Toujours est-il qu’un nouveau visage occupera la ministre-présidence à l’avenir. Les libéraux, emmenés par David Leisterh, pourraient tenir le bon bout. Mais deux autres têtes de liste convoitent le poste: Ahmed Laaouej (PS) et Zakia Khattabi (Ecolo).

Les ambitions internes

Ces batailles électorales interpersonnelles ne surviennent pas seulement entre candidats de partis différents. On peut en effet trouver un certain intérêt à observer les performances des uns et des autres à l’intérieur d’une liste.

Ainsi en est-il, par exemple, de la liste MR en Région bruxelloise, dont la tête est occupée par David Leisterh et la deuxième place par Hadja Lahbib.

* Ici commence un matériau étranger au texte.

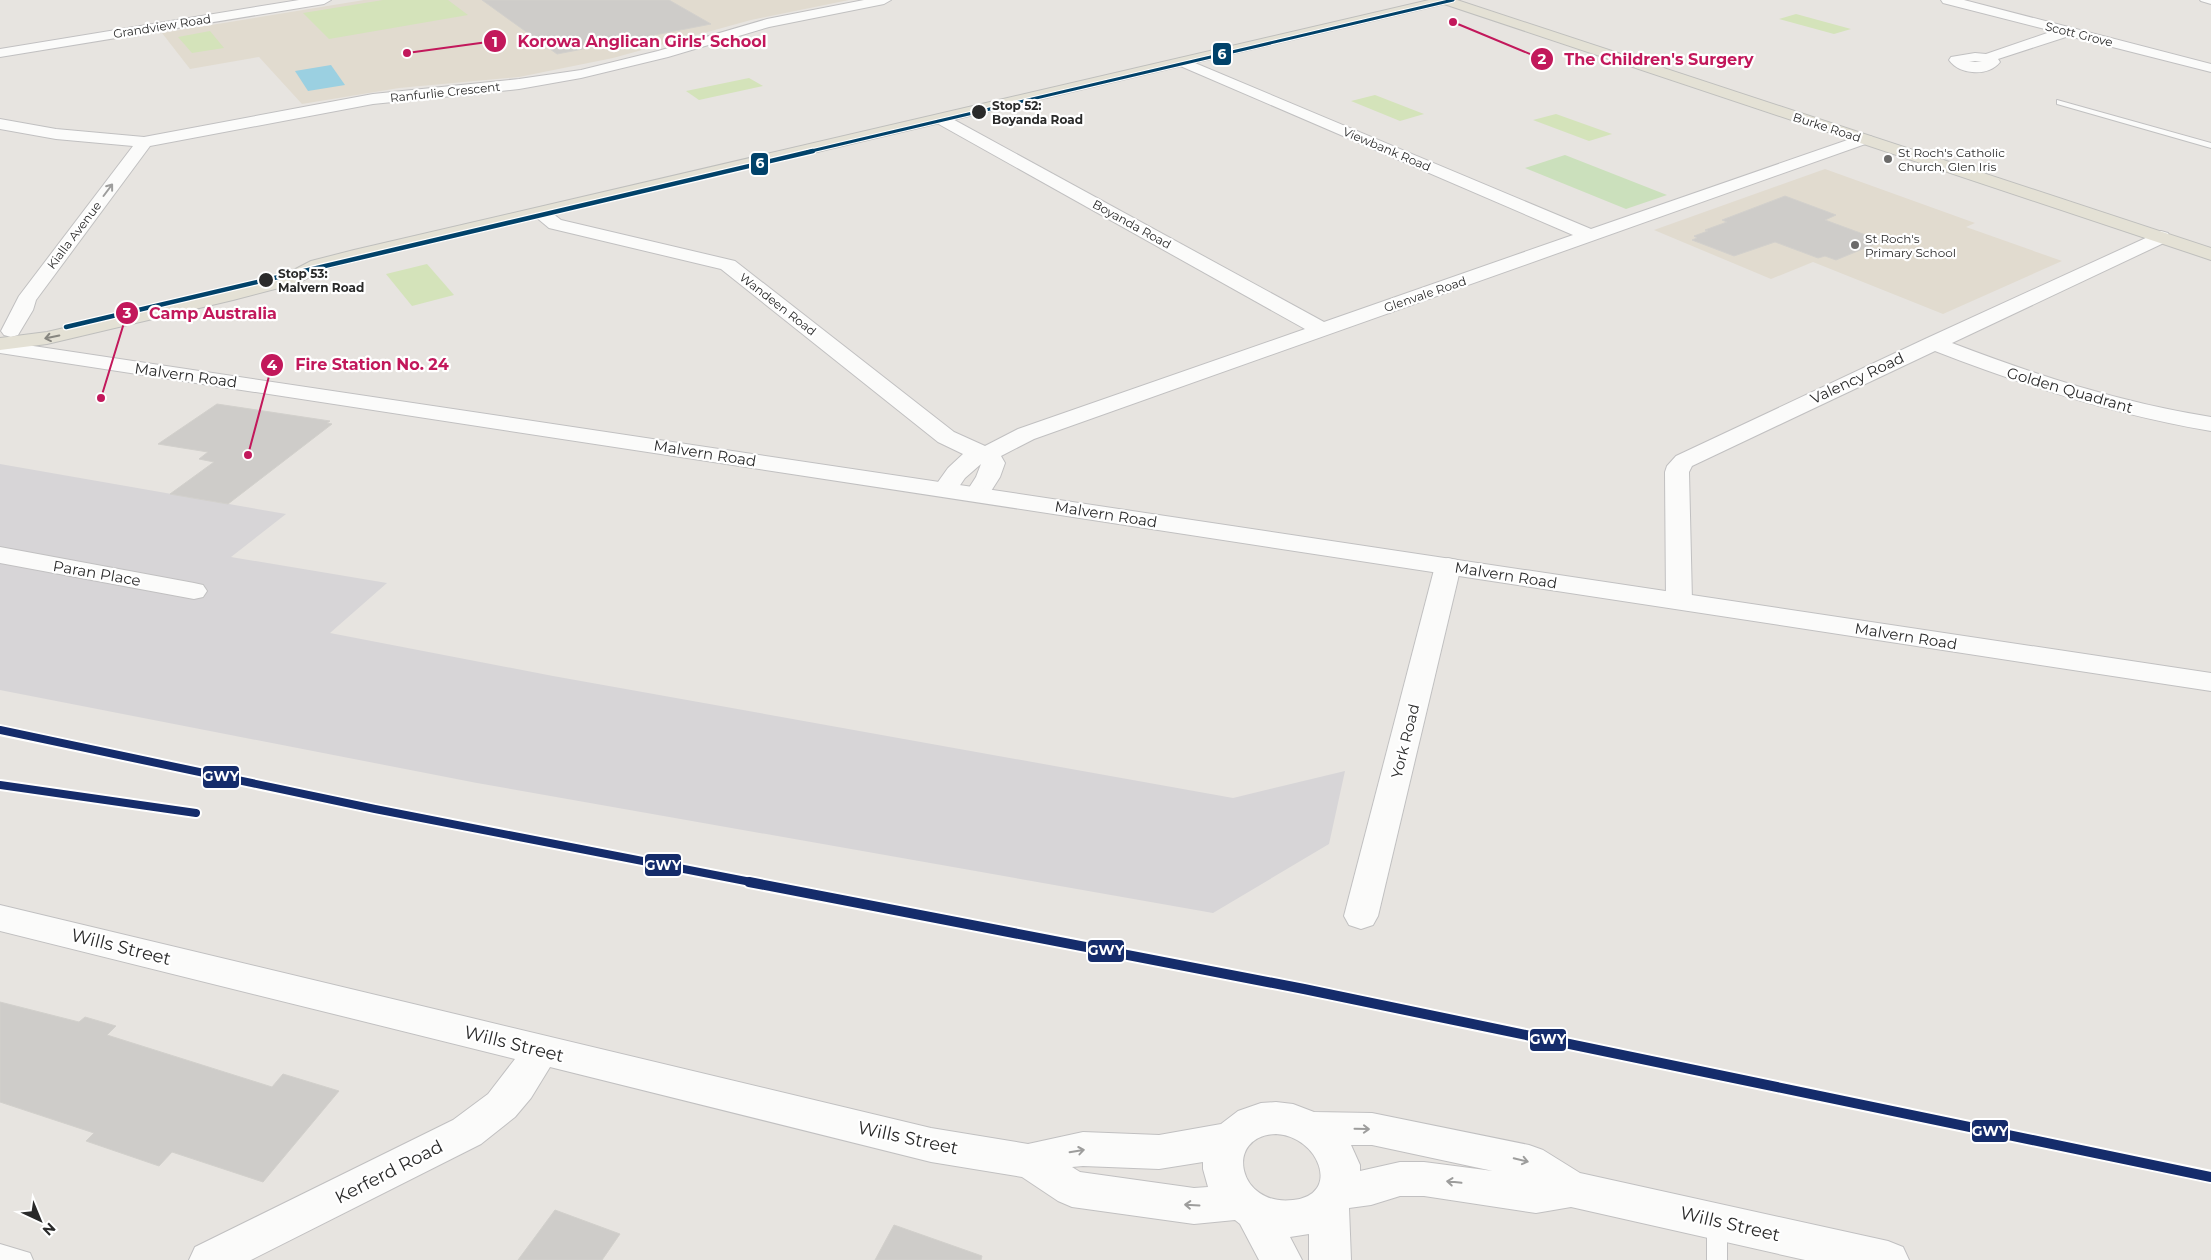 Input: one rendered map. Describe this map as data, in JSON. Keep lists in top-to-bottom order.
{
  "streets": {
    "main road": ["Burke Road"],
    "street": [
      "Grandview Road",
      "Scott Grove",
      "Ranfurlie Crescent",
      "Viewbank Road",
      "Boyanda Road",
      "Kialla Avenue",
      "Glenvale Road",
      "Wandeen Road",
      "Malvern Road",
      "Valency Road",
      "Golden Quadrant",
      "Paran Place",
      "York Road",
      "Wills Street",
      "Kerferd Road"
    ]
  },
  "crossings": [
    ["Ranfurlie Crescent", "Kialla Avenue"],
    ["Burke Road", "Glenvale Road"],
    ["Burke Road", "Valency Road"],
    ["Viewbank Road", "Glenvale Road"],
    ["Boyanda Road", "Glenvale Road"],
    ["Kialla Avenue", "Malvern Road"],
    ["Glenvale Road", "Wandeen Road"],
    ["Glenvale Road", "Malvern Road"],
    ["Malvern Road", "Valency Road"],
    ["Malvern Road", "York Road"],
    ["Valency Road", "Golden Quadrant"],
    ["Wills Street", "Kerferd Road"]
  ],
  "one_way": ["Kialla Avenue"],
  "places": [
    "The Children's Surgery",
    "Korowa Anglican Girls' School",
    "Stop 52: Boyanda Road",
    "St Roch's Catholic Church, Glen Iris",
    "St Roch's Primary School",
    "Stop 53: Malvern Road",
    "Camp Australia",
    "Fire Station No. 24"
  ],
  "lines": ["transit line 6", "transit line GWY"],
  "north": "bottom right"
} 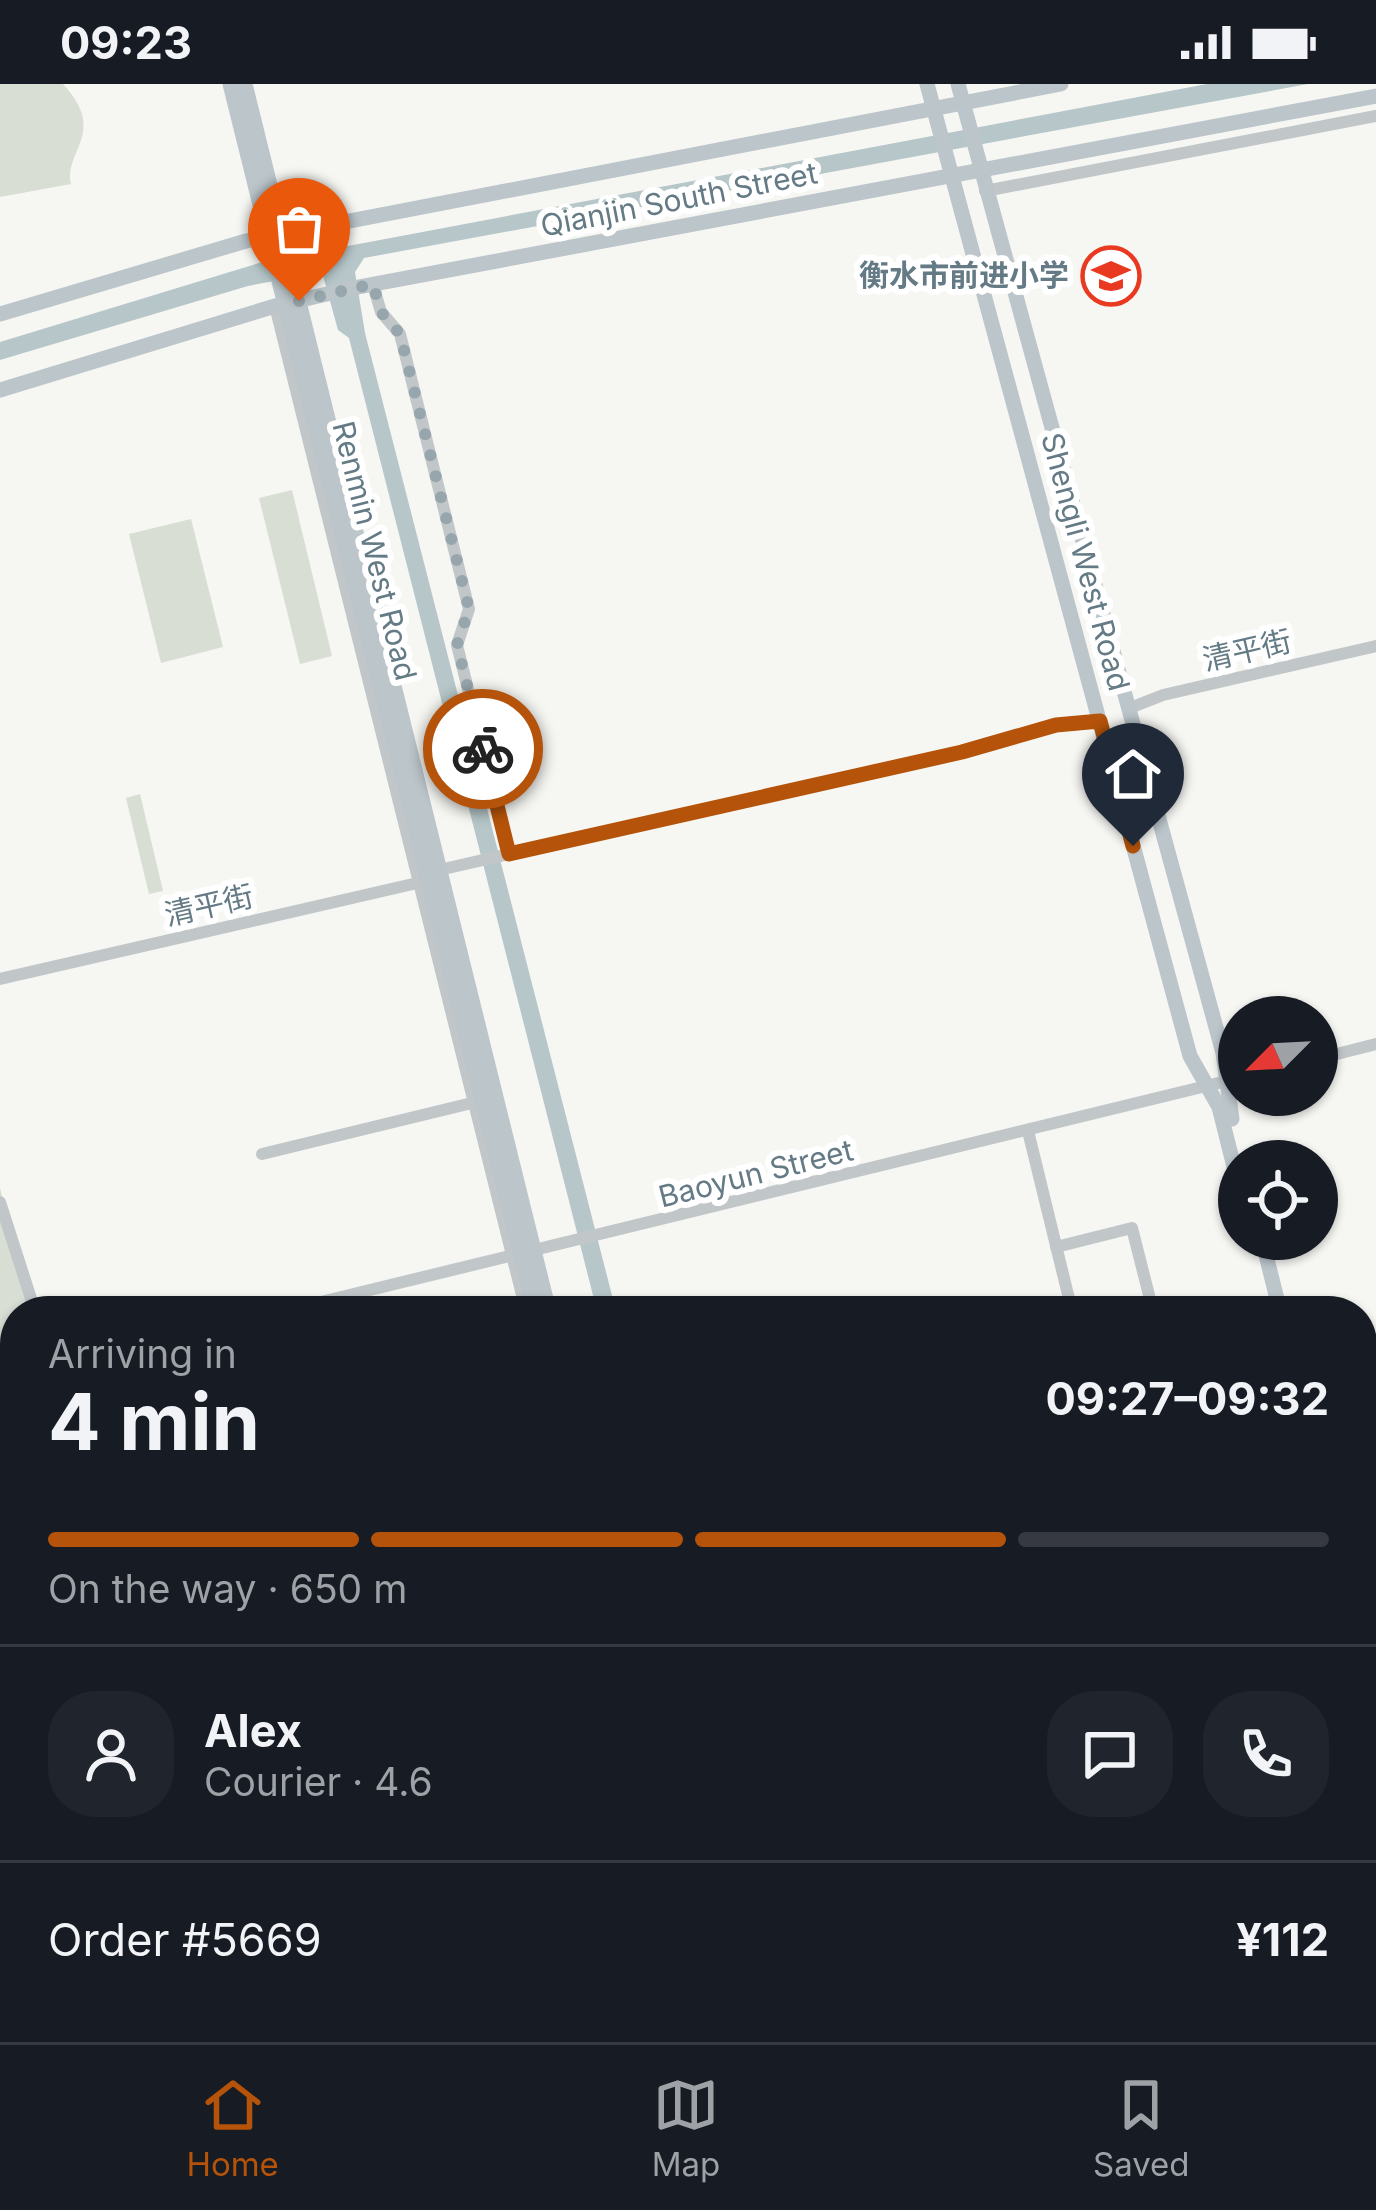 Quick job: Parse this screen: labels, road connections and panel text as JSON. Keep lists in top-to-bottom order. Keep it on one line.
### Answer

Cette dernière ne s’est jamais confrontée aux élections, mais il n’est pas inconcevable qu’elle engrange autant de voix que lui.

En Brabant wallon, la liste fédérale est emmenée par Florence Reuter, députée et bourgmestre de Waterloo. Le secrétaire d’Etat Mathieu Michel, qui convoitait le leadership, a hérité de la deuxième position.

D’autres se présentent à des niveaux de pouvoir différents, mais ne manqueront pas de comparer leurs résultats personnels. En province de Hainaut, par exemple, qui de Georges-Louis Bouchez (au fédéral) ou de Sophie Wilmès (à l’Europe) récoltera le plus de voix? La même question se pose pour Paul Magnette (au fédéral) et Elio Di Rupo (à l’Europe).

En 2010, la liste fédérale PS avait vu s’affronter, en province de Liège, Alain Mathot en tête et Michel Daerden en dernière place. Le second avait supplanté le premier, ce qui avait donné lieu à une phrase devenue célèbre: «Alain a voulu jouer, il a perdu!»

Aujourd’hui, trois listes de cette même circonscription liégeoise sont poussées par des ténors, dont il sera intéressant d’observer le score personnel en comparaison avec leur tête de liste. Ces trois binômes sont formés par Daniel Bacquelaine et Pierre-Yves Jeholet au MR, Willy Demeyer et Frédéric Daerden au PS, Jean-Michel Javaux et Sarah Schlitz chez Ecolo.

Trois listes liégeoises sont poussées par des ténors, dont il sera intéressant d’observer le score comparé à leur tête de liste.

La guerre des gauches

Le PTB étant promis à une ascension, cela entraînera quelques duels avec des candidats du PS. C’est particulièrement le cas aux élections fédérales en province de Liège, où le président du PTB, Raoul Hedebouw, se trouve face à Frédéric Daerden (PS). En 2019, le premier avait récolté presque 50.000 voix de préférence, alors que le second en engrangeait quasi 55.000.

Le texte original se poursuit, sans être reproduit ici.